DIRECTIONS :: In the material below, find every line containing "solid" and copy that line.

##########

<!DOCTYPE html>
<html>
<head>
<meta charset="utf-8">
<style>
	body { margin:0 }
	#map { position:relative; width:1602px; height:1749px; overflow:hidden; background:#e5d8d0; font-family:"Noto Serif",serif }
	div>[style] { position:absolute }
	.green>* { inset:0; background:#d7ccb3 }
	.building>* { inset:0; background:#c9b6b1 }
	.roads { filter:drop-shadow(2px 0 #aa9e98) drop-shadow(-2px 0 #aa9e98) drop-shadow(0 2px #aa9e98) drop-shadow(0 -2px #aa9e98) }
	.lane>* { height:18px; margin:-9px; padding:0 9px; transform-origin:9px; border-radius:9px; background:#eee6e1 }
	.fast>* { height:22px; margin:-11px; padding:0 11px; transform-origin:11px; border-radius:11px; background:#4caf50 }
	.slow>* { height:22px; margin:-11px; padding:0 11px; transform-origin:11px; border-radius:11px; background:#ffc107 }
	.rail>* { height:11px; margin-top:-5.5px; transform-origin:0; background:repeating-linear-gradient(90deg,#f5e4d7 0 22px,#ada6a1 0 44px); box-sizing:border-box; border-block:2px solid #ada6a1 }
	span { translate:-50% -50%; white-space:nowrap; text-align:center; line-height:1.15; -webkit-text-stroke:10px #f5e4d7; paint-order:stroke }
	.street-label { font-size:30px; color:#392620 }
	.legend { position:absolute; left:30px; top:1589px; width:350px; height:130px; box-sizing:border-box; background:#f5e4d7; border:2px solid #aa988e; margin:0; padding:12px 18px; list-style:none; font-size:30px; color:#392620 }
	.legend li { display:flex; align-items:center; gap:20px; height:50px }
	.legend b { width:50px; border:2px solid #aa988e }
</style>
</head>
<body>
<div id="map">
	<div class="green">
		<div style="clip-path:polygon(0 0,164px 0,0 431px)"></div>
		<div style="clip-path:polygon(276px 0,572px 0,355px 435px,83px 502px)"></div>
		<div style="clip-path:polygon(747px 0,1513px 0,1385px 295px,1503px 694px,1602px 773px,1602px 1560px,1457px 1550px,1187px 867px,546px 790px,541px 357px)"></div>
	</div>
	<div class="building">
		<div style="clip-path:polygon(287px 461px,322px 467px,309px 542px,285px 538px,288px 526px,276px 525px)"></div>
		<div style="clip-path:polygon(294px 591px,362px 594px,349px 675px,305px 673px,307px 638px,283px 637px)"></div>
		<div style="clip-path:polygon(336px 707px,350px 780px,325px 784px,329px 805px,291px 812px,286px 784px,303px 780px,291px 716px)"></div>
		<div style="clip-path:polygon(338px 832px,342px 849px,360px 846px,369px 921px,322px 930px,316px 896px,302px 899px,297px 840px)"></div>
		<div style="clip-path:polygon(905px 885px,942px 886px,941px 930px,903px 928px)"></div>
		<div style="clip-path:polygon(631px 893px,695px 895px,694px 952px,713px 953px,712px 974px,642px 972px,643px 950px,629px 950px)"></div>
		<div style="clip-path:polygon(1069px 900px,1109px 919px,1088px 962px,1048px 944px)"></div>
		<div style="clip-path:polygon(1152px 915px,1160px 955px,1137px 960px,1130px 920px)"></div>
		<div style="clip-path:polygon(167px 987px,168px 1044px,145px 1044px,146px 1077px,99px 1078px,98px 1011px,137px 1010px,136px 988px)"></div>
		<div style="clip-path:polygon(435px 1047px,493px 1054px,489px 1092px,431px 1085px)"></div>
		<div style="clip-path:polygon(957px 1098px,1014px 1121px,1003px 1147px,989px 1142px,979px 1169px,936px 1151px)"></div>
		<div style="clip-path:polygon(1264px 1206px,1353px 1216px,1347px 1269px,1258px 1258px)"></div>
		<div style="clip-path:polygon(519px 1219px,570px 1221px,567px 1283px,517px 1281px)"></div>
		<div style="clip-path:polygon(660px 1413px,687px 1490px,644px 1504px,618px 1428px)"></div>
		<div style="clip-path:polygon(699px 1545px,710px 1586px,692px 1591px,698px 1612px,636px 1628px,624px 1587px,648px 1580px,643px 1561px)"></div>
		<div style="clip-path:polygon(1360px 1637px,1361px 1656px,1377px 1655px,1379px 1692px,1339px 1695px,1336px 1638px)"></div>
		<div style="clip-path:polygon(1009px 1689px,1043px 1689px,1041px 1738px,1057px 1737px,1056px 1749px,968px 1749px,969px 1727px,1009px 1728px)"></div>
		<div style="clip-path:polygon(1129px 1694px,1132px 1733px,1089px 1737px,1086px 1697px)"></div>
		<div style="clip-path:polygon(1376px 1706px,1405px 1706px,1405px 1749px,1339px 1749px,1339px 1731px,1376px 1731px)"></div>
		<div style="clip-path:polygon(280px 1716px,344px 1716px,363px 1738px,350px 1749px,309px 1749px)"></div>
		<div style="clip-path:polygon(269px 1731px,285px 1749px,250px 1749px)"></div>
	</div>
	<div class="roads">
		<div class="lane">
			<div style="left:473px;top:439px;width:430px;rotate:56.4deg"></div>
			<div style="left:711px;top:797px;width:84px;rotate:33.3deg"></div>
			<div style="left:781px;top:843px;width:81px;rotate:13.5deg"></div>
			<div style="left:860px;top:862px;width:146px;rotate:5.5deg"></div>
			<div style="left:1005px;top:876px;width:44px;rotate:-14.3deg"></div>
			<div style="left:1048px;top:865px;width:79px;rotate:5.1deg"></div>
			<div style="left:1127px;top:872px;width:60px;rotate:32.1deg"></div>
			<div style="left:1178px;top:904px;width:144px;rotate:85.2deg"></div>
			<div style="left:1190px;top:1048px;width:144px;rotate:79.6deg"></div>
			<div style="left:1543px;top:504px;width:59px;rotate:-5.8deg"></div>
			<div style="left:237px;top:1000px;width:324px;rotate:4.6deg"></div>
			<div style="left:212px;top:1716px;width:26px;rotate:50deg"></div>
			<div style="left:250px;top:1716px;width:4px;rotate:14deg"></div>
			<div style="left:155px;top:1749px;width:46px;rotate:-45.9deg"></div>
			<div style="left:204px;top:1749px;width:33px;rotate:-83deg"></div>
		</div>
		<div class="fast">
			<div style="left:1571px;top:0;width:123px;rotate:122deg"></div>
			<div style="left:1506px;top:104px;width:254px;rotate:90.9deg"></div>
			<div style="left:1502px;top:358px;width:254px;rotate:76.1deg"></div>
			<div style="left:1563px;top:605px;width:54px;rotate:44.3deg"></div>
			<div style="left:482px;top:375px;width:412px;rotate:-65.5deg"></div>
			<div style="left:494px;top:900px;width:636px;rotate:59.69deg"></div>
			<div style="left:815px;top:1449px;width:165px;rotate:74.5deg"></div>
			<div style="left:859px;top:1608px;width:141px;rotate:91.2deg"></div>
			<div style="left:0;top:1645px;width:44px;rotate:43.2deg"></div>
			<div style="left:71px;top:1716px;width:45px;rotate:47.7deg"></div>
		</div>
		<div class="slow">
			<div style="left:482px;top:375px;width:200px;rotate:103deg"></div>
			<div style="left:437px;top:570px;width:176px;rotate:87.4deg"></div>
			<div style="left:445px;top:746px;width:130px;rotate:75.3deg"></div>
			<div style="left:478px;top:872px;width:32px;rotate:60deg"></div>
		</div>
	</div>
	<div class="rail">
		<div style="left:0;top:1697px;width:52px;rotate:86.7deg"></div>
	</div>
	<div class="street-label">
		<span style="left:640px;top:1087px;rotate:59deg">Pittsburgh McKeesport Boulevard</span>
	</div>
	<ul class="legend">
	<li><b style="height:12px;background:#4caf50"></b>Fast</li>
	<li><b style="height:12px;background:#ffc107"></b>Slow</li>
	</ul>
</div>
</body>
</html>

##########

EXERCISE ANSWER ::
	.rail>* { height:11px; margin-top:-5.5px; transform-origin:0; background:repeating-linear-gradient(90deg,#f5e4d7 0 22px,#ada6a1 0 44px); box-sizing:border-box; border-block:2px solid #ada6a1 }
	.legend { position:absolute; left:30px; top:1589px; width:350px; height:130px; box-sizing:border-box; background:#f5e4d7; border:2px solid #aa988e; margin:0; padding:12px 18px; list-style:none; font-size:30px; color:#392620 }
	.legend b { width:50px; border:2px solid #aa988e }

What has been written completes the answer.